Bothels Spielertrainer verballert gegen Bremervörde fast alles

Cusimano zeigt Meinke, wie es geht – 5:0

Und wieder auf dem Weg zum Tor: Doppeltorschütze Gianfranco Cusimano stürmt auf Torwart Niklas Kiesow zu. - Foto: Lüdemann

Bothel - Die größte Sorge hatte Christoph Meinke nach einer Stunde – aber nicht, weil der TuS Bothel im Heimspiel der Fußball-Bezirksliga gegen den kriselnden Bremervörder SC einen Gegentreffer bekommen könnte.
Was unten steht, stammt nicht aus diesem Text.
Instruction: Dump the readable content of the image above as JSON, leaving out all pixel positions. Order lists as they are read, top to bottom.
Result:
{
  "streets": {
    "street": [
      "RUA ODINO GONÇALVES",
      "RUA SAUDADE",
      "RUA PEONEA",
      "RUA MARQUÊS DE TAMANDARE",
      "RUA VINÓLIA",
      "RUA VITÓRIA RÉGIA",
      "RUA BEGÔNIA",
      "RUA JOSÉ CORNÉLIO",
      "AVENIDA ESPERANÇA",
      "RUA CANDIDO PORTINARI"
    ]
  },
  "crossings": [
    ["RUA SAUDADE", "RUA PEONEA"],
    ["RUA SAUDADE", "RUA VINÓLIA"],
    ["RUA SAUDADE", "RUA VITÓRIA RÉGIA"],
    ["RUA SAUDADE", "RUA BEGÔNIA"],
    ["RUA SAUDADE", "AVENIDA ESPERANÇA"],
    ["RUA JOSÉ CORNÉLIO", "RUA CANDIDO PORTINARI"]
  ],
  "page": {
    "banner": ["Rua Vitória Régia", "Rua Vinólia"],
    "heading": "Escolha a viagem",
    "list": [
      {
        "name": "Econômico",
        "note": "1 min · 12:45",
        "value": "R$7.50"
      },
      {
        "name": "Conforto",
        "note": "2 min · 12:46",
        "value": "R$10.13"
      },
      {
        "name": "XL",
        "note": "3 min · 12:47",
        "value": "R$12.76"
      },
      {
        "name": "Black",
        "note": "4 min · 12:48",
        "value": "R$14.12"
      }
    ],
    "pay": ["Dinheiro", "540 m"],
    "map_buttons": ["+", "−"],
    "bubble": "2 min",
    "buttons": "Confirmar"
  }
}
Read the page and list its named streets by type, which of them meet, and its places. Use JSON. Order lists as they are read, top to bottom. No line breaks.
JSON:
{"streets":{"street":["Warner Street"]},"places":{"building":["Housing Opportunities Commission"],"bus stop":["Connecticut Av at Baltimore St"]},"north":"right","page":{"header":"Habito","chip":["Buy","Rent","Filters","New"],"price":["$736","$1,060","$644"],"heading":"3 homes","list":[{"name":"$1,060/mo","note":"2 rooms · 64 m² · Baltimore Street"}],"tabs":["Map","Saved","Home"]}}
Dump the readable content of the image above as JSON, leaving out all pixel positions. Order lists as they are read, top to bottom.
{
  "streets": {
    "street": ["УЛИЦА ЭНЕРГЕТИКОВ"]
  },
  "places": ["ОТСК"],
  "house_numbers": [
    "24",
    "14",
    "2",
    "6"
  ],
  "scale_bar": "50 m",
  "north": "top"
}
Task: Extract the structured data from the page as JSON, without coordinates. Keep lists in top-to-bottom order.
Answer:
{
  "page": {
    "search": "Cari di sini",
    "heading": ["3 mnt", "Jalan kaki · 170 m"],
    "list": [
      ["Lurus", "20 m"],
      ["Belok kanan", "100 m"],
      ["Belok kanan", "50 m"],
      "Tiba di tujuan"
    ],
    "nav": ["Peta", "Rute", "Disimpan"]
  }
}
Vielmehr aufgrund des Gewitters, das das Spiel für 20 Minuten lahmlegte. „Ich hatte ein kleines Déjà-vu. Vergangene Woche ist genau aus diesem Grund unser Spiel beim TSV Bassen abgebrochen worden“, verwies der Botheler Spielertrainer nach dem 5:0 (1:0)-Kantersieg seiner Mannschaft auf die noch frischen Erinnerungen.

Gegen verunsicherte Bremervörder war seine Mannschaft durchgehend spielbestimmend, „auch wenn sie ein paar Chancen hatten und ein Tor hätten schießen können“, wie Meinke zugab. So führte Bothel bei Einsetzen des Gewitters ebenso mit 1:0 wie in Bassen. Nach neun Minuten hatte Patrick Hollmann von außen abgezogen und davon profitiert, dass Bremervördes Martin Behrendt noch leicht am Ball war. „Der wäre aber auch so ins Tor gegangen“, fand Meinke, der die Partie bereits vor der Pause im Alleingang hätte entscheiden können. „Ich habe drei oder vier Mal beste Chancen verballert. Zur Halbzeit hätte es 4:0 oder 5:0 stehen müssen“, meinte der als Zehner agierende Coach selbstkritisch. Nach der Pause machte es Gianfranco Cusimano vor und schnürte einen Doppelpack. In der 52. Minute vollendete er einen von Meinke schnell ausgeführten Freistoß, bevor er fünf Minuten nach der Unterbrechung per Kopf die Vorentscheidung herbeiführte (65.).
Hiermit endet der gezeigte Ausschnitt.